[Update: 13 October 2009: David Madigan says they got the wrong legalese the first go round and are going to replace it.]
The Coarse Print
There’s no way we’d enter, given the ridiculously restrictive OMOP Cup rules.
The official rules only mention source in passing and only suggest you send them a tech report. But the home page says you have to “share your method”.
In addition, you have to transfer the rights to the contest organizers, which means you wouldn’t even own the rights to use your own technique after submitting it! If that’s not enough, the rules also require you to indemnify the organizers against damages (e.g. when a patent troll sues them because they think your entry infringed their patent).
If you work for a company or for a university, you may not even have the right to reassign your intellectual property this way.
The Two Challenges
There are two predictive challenges, based on the same underlying training data.
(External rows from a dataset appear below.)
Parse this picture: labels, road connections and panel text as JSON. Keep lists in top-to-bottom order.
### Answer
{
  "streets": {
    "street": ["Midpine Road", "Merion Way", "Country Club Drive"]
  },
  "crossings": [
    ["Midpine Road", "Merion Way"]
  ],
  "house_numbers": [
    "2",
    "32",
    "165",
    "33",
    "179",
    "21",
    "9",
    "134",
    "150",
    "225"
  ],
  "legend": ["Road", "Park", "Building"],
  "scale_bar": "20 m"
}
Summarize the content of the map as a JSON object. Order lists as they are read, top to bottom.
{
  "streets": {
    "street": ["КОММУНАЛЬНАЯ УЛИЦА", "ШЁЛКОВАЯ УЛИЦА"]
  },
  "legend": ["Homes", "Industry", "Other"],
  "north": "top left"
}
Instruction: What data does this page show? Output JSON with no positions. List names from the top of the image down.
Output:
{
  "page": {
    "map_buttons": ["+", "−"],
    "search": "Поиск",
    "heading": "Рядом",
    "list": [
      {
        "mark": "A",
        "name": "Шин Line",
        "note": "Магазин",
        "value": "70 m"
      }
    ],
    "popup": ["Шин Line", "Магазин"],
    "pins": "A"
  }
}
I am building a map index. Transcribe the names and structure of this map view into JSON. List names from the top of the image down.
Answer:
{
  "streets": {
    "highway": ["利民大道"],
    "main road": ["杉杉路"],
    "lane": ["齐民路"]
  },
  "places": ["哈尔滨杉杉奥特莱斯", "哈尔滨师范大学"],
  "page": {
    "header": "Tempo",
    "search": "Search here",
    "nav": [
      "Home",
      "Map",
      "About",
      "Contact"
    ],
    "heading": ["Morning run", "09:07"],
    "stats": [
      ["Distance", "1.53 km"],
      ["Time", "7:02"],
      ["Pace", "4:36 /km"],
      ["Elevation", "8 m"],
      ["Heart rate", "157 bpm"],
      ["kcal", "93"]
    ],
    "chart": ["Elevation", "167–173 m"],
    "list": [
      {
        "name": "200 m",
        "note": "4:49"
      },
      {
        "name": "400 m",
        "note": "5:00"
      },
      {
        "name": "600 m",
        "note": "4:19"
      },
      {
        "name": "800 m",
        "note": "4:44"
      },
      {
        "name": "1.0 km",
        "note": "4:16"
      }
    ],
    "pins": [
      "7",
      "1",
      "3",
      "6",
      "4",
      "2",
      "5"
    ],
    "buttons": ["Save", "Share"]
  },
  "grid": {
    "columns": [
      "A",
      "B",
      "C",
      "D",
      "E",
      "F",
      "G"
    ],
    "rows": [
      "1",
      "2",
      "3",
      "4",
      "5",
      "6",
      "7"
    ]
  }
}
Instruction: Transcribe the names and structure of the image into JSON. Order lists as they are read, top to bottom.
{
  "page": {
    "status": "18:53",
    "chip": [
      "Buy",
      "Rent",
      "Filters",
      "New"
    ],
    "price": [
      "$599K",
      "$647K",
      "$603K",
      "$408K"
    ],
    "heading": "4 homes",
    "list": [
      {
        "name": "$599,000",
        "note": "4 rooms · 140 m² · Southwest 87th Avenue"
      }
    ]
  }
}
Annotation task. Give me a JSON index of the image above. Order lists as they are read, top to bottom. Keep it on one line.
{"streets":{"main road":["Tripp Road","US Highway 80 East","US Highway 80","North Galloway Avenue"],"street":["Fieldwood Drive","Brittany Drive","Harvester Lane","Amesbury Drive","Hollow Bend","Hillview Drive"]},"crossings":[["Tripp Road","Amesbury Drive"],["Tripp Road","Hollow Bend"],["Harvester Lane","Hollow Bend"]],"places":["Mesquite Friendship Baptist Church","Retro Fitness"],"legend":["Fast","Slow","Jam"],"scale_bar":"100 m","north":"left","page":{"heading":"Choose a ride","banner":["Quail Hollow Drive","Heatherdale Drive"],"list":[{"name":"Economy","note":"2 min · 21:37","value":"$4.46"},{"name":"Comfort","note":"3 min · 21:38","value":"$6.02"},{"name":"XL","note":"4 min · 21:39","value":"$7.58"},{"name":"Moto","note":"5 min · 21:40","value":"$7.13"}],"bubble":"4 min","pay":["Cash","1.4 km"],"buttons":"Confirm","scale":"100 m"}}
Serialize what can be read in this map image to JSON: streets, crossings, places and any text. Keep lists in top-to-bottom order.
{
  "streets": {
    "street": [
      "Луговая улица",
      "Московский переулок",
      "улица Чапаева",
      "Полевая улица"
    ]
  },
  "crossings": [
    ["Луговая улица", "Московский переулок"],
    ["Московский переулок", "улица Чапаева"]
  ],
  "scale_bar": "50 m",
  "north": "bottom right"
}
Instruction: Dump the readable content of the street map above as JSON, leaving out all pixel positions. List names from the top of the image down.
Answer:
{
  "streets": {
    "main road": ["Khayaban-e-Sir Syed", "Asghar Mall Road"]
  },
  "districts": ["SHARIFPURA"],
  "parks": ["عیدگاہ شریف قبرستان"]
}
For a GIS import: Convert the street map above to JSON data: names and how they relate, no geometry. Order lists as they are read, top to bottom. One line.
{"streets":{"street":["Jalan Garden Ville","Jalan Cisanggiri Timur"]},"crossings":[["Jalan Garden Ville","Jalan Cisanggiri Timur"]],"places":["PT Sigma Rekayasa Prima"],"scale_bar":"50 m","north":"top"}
For full details, see the site above and the challenge overviews:
Data’s out now, progress prizes ($5K total) will be awarded end of November 2009, and grand prizes ($15K total) at the end of March 2010.
Simulated Training Data
Unfortunately, they’re using simulated data. For what it’s worth, here’s OMOP’s call for simulations, so you can figure out some of the basics of how they were planning to simulate.
The basic data sizes are bigger than for Netflix, consisting of roughly:
- 5K drugs
- 5K conditions
- 10M persons
- 300M condition occurrences over 10 years
- 90M drug exposures over 10 years
- 4K positive, 4K negative associations (labeled training data)
The basic observational training data is organized into four DB table dumps:
- Conditions: start date, person, condition
- Drug Exposure: start date, end date, person, drug
- Person Observations: start date, end date, person id, person status (alive/dead), prescription data (yes/no)
- Person Data: id, birth year, gender (M/F), race (white/non-white)
The labeled training data contains 4000 examples of positive drug-condition associations and 4000 examples of negative associations.
I have no idea if the drug and condition data link to real-world drugs and conditions, though the challenge indicates they want you to use outside data, so they probably do (I’ll post any links that people send me about ways to use this data). OMOP’s common data model (CDM) specification is huge, and all you get in the data files are numerical codes.
For Challenge 1 ($10K grand prize), you just provide a score for each drug/condition pair, and the scores are only used for ranking.
For Challenge 2 ($5K grand prize), there’s a time component I didn’t understand, and they’re only using the first 500 of the 5000 drugs.
For the first bakeoff, it’s just average precision (see LingPipe’s
ScoredPrecisionRecall class documentation or the task descriptions linked above for an explanation of (mean) average precision).
For the second bakeoff, it’s mean average precision, where means are over years.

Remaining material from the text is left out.